Don’t get me wrong there. I, for one, would love to find some wealthy woman who’s willing to go off to work and leave me at home. I would gladly clean house, go grocery shopping, take care of the kids and write in my free time if it meant not being in the work force. (Then again, as a general rule, I’m not real fond of people as a whole.)

In fact, some experts are claiming that the Sex Wars are over. Many sociological groups are taking huge steps in the right directions. Right now there are still a vast number of shortfalls, but some people are saying that in as little as fifty years the winner will be clear. Why fifty years? Because the snowball is rolling, and once started it’s going to be hard to stop.

Some SF writers feel strongly about that point. They tend to believe that any technologically advanced civilization must be a matriarchy. The reasons vary but, in general, it comes down to women being more social and less inclined to a club. I’ll agree there. Women don’t beat an enemy into submission. They tend to go for poison.

So, is the War of the Sexes over? It is for my generation. They’ve figured out they need each other. But the funny thing about that, there’s a whole new generation right behind mine who apparently has to figure it out all over again.


Politically Incorrect

The PC community and I go way back. I’ve simply never understood how changing the name of something could possibly make it anything other than what it already is. It’s almost like they’re saying the Committee for Pallid Ascendancy is somehow better than the Klu Klux Klan. Or being Housing Challenged is in some way less horrible than being homeless.

True, these terms do fall gentler on the ear, but is that really a good thing. The PC terms are supposed to strip away all of the prior inferences of the older, uglier terms. Unfortunately whitewashing a broken fence doesn’t repair the damage done. Especially if the old color will do.

Don’t get me wrong. Back in its younger days PC had a valid point – people should be aware of the subtext of the words they’re using. Probably one of the easiest and most obvious examples is blacks.
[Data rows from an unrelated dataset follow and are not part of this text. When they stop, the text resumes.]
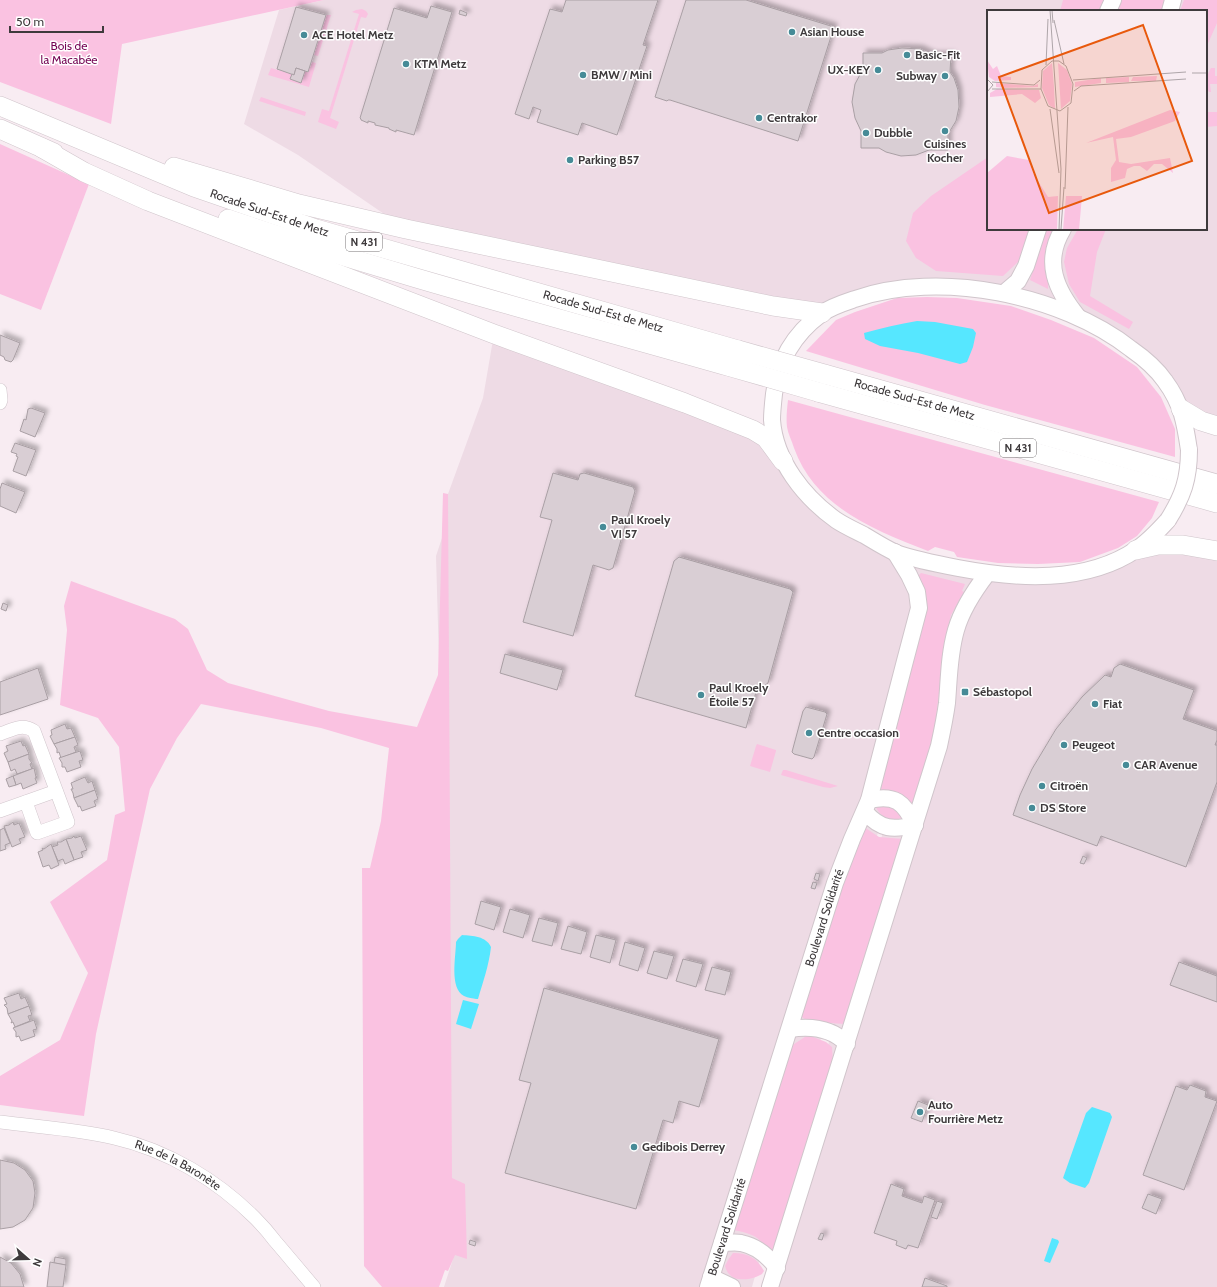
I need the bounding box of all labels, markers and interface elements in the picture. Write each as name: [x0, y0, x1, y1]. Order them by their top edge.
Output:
scale bar: [10, 8, 103, 34]
inset map: [987, 10, 1207, 230]
text: 50 m: [16, 14, 44, 29]
place label: Asian House: [800, 24, 864, 39]
place label: ACE Hotel Metz: [312, 27, 394, 42]
marker: Asian House: [787, 27, 797, 37]
marker: ACE Hotel Metz: [299, 30, 309, 40]
park label: Bois de la Macabée: [41, 38, 97, 67]
place label: Basic-Fit: [915, 47, 960, 62]
marker: Basic-Fit: [902, 50, 912, 60]
place label: KTM Metz: [414, 56, 467, 71]
marker: KTM Metz: [401, 59, 411, 69]
place label: UX-KEY: [827, 62, 871, 77]
marker: UX-KEY: [873, 65, 883, 75]
place label: BMW / Mini: [591, 67, 652, 82]
place label: Subway: [896, 68, 938, 83]
marker: BMW / Mini: [578, 70, 588, 80]
marker: Subway: [940, 71, 950, 81]
place label: Centrakor: [767, 110, 817, 125]
marker: Centrakor: [754, 113, 764, 123]
place label: Dubble: [874, 125, 912, 140]
marker: Cuisines Kocher: [940, 126, 950, 136]
marker: Dubble: [861, 128, 871, 138]
place label: Cuisines Kocher: [924, 136, 966, 165]
place label: Parking B57: [578, 152, 640, 167]
marker: Parking B57: [565, 155, 575, 165]
street label: Rocade Sud-Est de Metz: [208, 185, 331, 239]
road number: N 431: [346, 233, 382, 251]
street label: Rocade Sud-Est de Metz: [541, 286, 666, 335]
street label: Rocade Sud-Est de Metz: [853, 375, 977, 423]
road number: N 431: [1000, 439, 1036, 457]
place label: Paul Kroely VI 57: [611, 512, 671, 541]
marker: Paul Kroely VI 57: [598, 522, 608, 532]
place label: Paul Kroely Étoile 57: [709, 680, 769, 709]
place label: Sébastopol: [973, 684, 1032, 699]
marker: Sébastopol: [960, 687, 970, 697]
marker: Paul Kroely Étoile 57: [696, 690, 706, 700]
place label: Fiat: [1103, 696, 1122, 711]
marker: Fiat: [1090, 699, 1100, 709]
place label: Centre occasion: [817, 725, 899, 740]
marker: Centre occasion: [804, 728, 814, 738]
place label: Peugeot: [1072, 737, 1115, 752]
marker: Peugeot: [1059, 740, 1069, 750]
place label: CAR Avenue: [1134, 757, 1198, 772]
marker: CAR Avenue: [1121, 760, 1131, 770]
place label: Citroën: [1050, 778, 1088, 793]
marker: Citroën: [1037, 781, 1047, 791]
place label: DS Store: [1040, 800, 1086, 815]
marker: DS Store: [1027, 803, 1037, 813]
street label: Boulevard Solidarité: [801, 867, 847, 968]
place label: Auto Fourrière Metz: [928, 1097, 1003, 1126]
marker: Auto Fourrière Metz: [915, 1107, 925, 1117]
street label: Rue de la Baronète: [133, 1136, 224, 1193]
place label: Gedibois Derrey: [642, 1139, 726, 1154]
marker: Gedibois Derrey: [629, 1142, 639, 1152]
street label: Boulevard Solidarité: [704, 1176, 749, 1277]
north arrow: [8, 1239, 48, 1279]
text: N: [29, 1256, 45, 1268]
(Oh, wait. That’s technically not the PC term anymore. It’s Afro-American. But do yourself a favor, go ask a black guy what he thinks about that term. I imagine they’ll tell you the same thing a lot of black people have told me… which really isn’t repeatable here. Suffice it to say generally they’re not real impressed with the term.)
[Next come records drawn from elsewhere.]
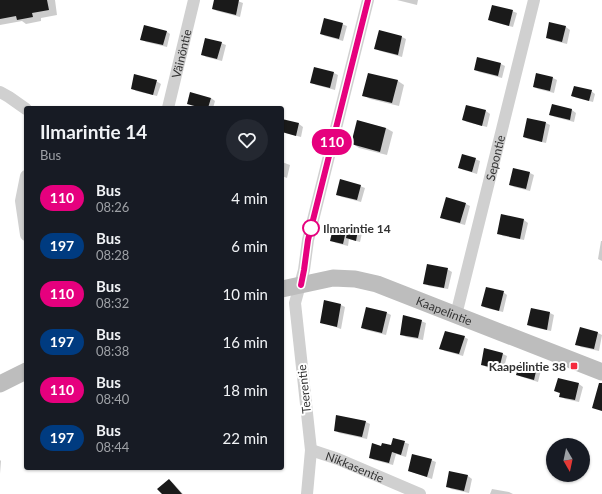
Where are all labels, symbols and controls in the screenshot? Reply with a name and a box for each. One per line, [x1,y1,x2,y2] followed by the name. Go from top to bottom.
[168,27,194,80] street label: Väinöntie
[226,119,268,161] button: heart
[40,120,147,143] text: Ilmarintie 14
[309,129,355,155] line badge: 110
[320,133,344,150] text: 110
[482,133,508,182] street label: Sepontie
[40,147,61,163] text: Bus
[96,181,121,199] text: Bus
[50,189,74,206] text: 110
[231,189,268,207] text: 4 min
[96,199,129,215] text: 08:26
[302,219,320,237] marker: Ilmarintie 14
[323,221,391,236] place label: Ilmarintie 14
[96,229,121,247] text: Bus
[50,237,74,254] text: 197
[231,237,268,255] text: 6 min
[96,247,129,263] text: 08:28
[96,277,121,295] text: Bus
[50,285,74,302] text: 110
[222,285,268,303] text: 10 min
[414,293,475,328] street label: Kaapelintie
[96,295,129,311] text: 08:32
[96,325,121,343] text: Bus
[50,333,74,350] text: 197
[222,333,268,351] text: 16 min
[96,343,129,359] text: 08:38
[489,359,566,374] place label: Kaapelintie 38
[569,361,579,371] marker: Kaapelintie 38
[294,364,314,414] street label: Teerentie
[96,373,121,391] text: Bus
[50,381,74,398] text: 110
[222,381,268,399] text: 18 min
[96,391,129,407] text: 08:40
[96,421,121,439] text: Bus
[50,429,74,446] text: 197
[222,429,268,447] text: 22 min
[546,438,590,482] north arrow
[546,438,590,482] map controls
[96,439,129,455] text: 08:44
[324,448,387,485] street label: Nikkasentie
And just for the record I’m not Italian American, or Dutch American. Or any variation thereof. I’m American, born on American soil, no other country having a claim on my genes, mental state or property. You could even say I’m a native American, but we’ll get to that in a moment.)

I’ll admit I grew up using a variation on the term negro. I thought it was a slang term for black people. It wasn’t until I was a teenager that I realized it was an insult. And promptly quit using the term, along with a bunch of other words for various nationalities. That’s PC at its best.

But where PC gets carried away is assigning terms that aren’t acceptable to their assignees. Or asking people to change things when, at the time of their origins, the people involved dotted their i’s and crossed their t’s.

I personally hope teams like the Fighting Chiefs and Red Sox never change their names. At the time those teams were created the people sponsoring them went to the appropriate sources and asked them What do you guys think? And those sources gave them a thumbs up, and agreed one hundred percent. We may not like what our forefathers did, but we should have the courage to live with it. After all, we’re not going to ask Toys For Tots to change their logo when tots is no long a PC term.

Another good example is Native American. Do you know who the biggest detractor of the term is? The one it’s being applied to. American Indians don’t like the term… kind of the way blacks didn’t like the variation on negro. But we’re going to give it to them anyway? Whether they like it or not? Doesn’t that seem a little… thoughtless?

As for me, I guess I’ll have to remain politically incorrect.